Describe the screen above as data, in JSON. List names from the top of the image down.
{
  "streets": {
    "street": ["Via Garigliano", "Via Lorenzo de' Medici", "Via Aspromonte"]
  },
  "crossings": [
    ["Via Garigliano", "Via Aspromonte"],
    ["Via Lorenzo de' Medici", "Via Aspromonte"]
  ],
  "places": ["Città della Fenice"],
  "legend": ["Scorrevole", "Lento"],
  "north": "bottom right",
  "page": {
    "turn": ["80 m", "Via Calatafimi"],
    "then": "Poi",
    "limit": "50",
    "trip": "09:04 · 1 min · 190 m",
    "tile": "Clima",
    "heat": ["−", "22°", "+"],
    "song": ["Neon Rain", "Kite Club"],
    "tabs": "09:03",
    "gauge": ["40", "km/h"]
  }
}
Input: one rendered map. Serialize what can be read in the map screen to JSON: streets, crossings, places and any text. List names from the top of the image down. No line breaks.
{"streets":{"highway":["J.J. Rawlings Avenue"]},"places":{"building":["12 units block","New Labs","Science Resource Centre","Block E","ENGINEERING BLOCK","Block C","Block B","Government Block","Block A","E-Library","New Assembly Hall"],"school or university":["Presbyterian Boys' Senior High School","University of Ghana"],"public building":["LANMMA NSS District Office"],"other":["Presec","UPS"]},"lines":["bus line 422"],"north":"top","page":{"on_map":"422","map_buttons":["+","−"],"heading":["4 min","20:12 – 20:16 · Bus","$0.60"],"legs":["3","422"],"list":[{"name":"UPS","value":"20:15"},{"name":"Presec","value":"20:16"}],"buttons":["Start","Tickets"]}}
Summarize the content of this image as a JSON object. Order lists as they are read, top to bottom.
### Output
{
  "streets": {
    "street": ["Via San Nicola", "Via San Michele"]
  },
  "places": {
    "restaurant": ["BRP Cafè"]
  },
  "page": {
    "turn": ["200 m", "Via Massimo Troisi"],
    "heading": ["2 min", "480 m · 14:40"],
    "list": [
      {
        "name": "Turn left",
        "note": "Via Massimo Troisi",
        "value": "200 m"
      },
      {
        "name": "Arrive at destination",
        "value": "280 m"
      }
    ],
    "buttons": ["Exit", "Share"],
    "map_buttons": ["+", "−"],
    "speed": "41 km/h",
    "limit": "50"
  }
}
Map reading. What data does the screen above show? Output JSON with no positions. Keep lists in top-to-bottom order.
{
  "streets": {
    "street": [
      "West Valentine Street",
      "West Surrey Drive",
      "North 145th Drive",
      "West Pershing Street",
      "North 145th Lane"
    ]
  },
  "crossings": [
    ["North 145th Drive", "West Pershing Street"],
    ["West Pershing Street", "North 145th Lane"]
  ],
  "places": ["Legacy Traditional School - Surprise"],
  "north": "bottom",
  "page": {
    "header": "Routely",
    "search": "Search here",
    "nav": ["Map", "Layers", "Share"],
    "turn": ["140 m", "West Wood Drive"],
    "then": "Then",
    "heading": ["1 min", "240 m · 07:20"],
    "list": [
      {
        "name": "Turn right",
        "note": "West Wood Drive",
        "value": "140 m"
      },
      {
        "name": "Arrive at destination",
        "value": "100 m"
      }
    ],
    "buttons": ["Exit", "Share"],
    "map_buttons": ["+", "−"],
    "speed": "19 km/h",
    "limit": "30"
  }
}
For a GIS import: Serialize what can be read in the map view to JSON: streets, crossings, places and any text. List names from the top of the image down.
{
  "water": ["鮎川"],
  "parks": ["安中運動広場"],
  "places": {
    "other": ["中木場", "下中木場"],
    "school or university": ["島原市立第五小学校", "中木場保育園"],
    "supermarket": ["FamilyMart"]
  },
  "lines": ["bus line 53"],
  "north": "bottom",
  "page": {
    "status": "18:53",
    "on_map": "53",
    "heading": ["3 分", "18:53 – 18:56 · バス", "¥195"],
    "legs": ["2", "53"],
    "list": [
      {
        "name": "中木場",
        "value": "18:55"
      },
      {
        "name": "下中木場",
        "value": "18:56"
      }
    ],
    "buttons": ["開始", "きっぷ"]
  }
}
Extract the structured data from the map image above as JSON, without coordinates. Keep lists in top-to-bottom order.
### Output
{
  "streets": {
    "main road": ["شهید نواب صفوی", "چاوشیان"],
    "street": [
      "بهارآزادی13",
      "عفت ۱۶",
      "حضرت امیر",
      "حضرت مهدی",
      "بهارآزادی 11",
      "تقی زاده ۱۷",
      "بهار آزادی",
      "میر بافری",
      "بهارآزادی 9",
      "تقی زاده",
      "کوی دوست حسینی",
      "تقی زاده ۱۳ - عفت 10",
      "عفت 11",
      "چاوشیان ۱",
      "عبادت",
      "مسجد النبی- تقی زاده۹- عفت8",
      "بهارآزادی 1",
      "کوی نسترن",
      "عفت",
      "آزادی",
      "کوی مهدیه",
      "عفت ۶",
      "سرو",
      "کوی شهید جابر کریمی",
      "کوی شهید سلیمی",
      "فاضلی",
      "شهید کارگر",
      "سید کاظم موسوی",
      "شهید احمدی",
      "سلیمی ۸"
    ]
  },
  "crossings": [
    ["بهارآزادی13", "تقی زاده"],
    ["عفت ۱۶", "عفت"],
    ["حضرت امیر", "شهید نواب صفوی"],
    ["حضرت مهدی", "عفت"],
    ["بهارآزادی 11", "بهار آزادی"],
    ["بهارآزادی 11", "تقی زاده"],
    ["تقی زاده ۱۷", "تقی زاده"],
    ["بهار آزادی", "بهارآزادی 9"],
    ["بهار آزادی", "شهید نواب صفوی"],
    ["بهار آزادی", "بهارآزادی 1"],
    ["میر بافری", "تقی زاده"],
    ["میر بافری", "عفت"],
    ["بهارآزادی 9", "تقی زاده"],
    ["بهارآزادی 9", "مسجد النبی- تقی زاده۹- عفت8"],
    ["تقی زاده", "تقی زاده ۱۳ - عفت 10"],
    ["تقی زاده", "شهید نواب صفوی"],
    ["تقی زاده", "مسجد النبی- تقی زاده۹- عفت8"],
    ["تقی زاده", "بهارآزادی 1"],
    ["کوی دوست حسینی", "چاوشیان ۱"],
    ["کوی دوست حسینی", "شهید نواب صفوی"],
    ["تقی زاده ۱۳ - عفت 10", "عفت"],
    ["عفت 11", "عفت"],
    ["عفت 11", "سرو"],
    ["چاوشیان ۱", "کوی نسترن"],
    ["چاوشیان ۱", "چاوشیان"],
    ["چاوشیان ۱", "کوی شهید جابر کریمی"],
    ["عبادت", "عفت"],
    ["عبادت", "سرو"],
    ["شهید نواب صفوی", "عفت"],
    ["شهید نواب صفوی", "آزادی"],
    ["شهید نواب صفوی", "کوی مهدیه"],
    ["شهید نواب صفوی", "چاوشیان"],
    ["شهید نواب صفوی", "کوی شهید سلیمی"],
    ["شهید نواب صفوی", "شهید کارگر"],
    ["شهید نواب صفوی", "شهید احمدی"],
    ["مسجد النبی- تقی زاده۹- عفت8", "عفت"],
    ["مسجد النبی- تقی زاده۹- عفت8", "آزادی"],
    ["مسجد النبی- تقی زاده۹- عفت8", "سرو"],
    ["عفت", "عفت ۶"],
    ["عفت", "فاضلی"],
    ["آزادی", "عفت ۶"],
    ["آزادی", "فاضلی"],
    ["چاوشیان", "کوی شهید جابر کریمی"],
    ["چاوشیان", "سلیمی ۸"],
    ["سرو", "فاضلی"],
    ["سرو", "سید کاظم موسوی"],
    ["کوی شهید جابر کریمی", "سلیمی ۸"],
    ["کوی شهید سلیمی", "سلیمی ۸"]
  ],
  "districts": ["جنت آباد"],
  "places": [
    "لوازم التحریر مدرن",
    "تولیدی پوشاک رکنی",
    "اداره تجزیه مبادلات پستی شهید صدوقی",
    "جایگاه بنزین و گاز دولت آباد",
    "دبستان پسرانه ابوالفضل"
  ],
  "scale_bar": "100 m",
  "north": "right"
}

________________

Return, exactly, the lines from the first line of the records above to the line containing "Summarize the content", both included.

Describe the screen above as data, in JSON. List names from the top of the image down.
{
  "streets": {
    "street": ["Via Garigliano", "Via Lorenzo de' Medici", "Via Aspromonte"]
  },
  "crossings": [
    ["Via Garigliano", "Via Aspromonte"],
    ["Via Lorenzo de' Medici", "Via Aspromonte"]
  ],
  "places": ["Città della Fenice"],
  "legend": ["Scorrevole", "Lento"],
  "north": "bottom right",
  "page": {
    "turn": ["80 m", "Via Calatafimi"],
    "then": "Poi",
    "limit": "50",
    "trip": "09:04 · 1 min · 190 m",
    "tile": "Clima",
    "heat": ["−", "22°", "+"],
    "song": ["Neon Rain", "Kite Club"],
    "tabs": "09:03",
    "gauge": ["40", "km/h"]
  }
}
Input: one rendered map. Serialize what can be read in the map screen to JSON: streets, crossings, places and any text. List names from the top of the image down. No line breaks.
{"streets":{"highway":["J.J. Rawlings Avenue"]},"places":{"building":["12 units block","New Labs","Science Resource Centre","Block E","ENGINEERING BLOCK","Block C","Block B","Government Block","Block A","E-Library","New Assembly Hall"],"school or university":["Presbyterian Boys' Senior High School","University of Ghana"],"public building":["LANMMA NSS District Office"],"other":["Presec","UPS"]},"lines":["bus line 422"],"north":"top","page":{"on_map":"422","map_buttons":["+","−"],"heading":["4 min","20:12 – 20:16 · Bus","$0.60"],"legs":["3","422"],"list":[{"name":"UPS","value":"20:15"},{"name":"Presec","value":"20:16"}],"buttons":["Start","Tickets"]}}
Summarize the content of this image as a JSON object. Order lists as they are read, top to bottom.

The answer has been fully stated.